Please copy out the listing below in full and exactly.

START DATA SHOWN

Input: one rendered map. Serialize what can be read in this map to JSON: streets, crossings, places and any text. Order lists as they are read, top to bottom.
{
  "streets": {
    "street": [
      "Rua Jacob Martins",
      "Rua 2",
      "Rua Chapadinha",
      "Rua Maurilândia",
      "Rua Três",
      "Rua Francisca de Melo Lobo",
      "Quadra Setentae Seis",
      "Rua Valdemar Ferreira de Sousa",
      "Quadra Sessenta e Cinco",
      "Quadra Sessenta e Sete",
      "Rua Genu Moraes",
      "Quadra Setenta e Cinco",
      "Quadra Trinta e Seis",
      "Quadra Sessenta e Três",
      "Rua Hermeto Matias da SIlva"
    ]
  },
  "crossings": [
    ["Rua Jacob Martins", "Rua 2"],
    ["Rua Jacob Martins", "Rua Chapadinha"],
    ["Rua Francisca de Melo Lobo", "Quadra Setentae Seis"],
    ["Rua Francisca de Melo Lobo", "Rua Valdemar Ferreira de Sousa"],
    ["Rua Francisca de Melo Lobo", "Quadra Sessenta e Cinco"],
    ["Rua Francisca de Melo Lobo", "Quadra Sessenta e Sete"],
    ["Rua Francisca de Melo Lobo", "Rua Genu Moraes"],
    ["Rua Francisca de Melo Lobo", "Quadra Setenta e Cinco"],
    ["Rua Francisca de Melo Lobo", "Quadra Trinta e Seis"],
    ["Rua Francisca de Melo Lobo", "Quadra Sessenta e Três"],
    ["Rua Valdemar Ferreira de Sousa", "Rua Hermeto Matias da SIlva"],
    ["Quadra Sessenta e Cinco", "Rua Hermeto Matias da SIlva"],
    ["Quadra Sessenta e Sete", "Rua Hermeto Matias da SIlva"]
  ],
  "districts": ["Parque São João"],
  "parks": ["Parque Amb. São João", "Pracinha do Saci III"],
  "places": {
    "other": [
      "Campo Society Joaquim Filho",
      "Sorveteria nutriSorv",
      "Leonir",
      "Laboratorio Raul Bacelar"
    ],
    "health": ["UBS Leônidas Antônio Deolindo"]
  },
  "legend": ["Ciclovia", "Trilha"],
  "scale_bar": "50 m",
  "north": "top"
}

END DATA SHOWN

EXPECTED ANSWER:
Input: one rendered map. Serialize what can be read in this map to JSON: streets, crossings, places and any text. Order lists as they are read, top to bottom.
{
  "streets": {
    "street": [
      "Rua Jacob Martins",
      "Rua 2",
      "Rua Chapadinha",
      "Rua Maurilândia",
      "Rua Três",
      "Rua Francisca de Melo Lobo",
      "Quadra Setentae Seis",
      "Rua Valdemar Ferreira de Sousa",
      "Quadra Sessenta e Cinco",
      "Quadra Sessenta e Sete",
      "Rua Genu Moraes",
      "Quadra Setenta e Cinco",
      "Quadra Trinta e Seis",
      "Quadra Sessenta e Três",
      "Rua Hermeto Matias da SIlva"
    ]
  },
  "crossings": [
    ["Rua Jacob Martins", "Rua 2"],
    ["Rua Jacob Martins", "Rua Chapadinha"],
    ["Rua Francisca de Melo Lobo", "Quadra Setentae Seis"],
    ["Rua Francisca de Melo Lobo", "Rua Valdemar Ferreira de Sousa"],
    ["Rua Francisca de Melo Lobo", "Quadra Sessenta e Cinco"],
    ["Rua Francisca de Melo Lobo", "Quadra Sessenta e Sete"],
    ["Rua Francisca de Melo Lobo", "Rua Genu Moraes"],
    ["Rua Francisca de Melo Lobo", "Quadra Setenta e Cinco"],
    ["Rua Francisca de Melo Lobo", "Quadra Trinta e Seis"],
    ["Rua Francisca de Melo Lobo", "Quadra Sessenta e Três"],
    ["Rua Valdemar Ferreira de Sousa", "Rua Hermeto Matias da SIlva"],
    ["Quadra Sessenta e Cinco", "Rua Hermeto Matias da SIlva"],
    ["Quadra Sessenta e Sete", "Rua Hermeto Matias da SIlva"]
  ],
  "districts": ["Parque São João"],
  "parks": ["Parque Amb. São João", "Pracinha do Saci III"],
  "places": {
    "other": [
      "Campo Society Joaquim Filho",
      "Sorveteria nutriSorv",
      "Leonir",
      "Laboratorio Raul Bacelar"
    ],
    "health": ["UBS Leônidas Antônio Deolindo"]
  },
  "legend": ["Ciclovia", "Trilha"],
  "scale_bar": "50 m",
  "north": "top"
}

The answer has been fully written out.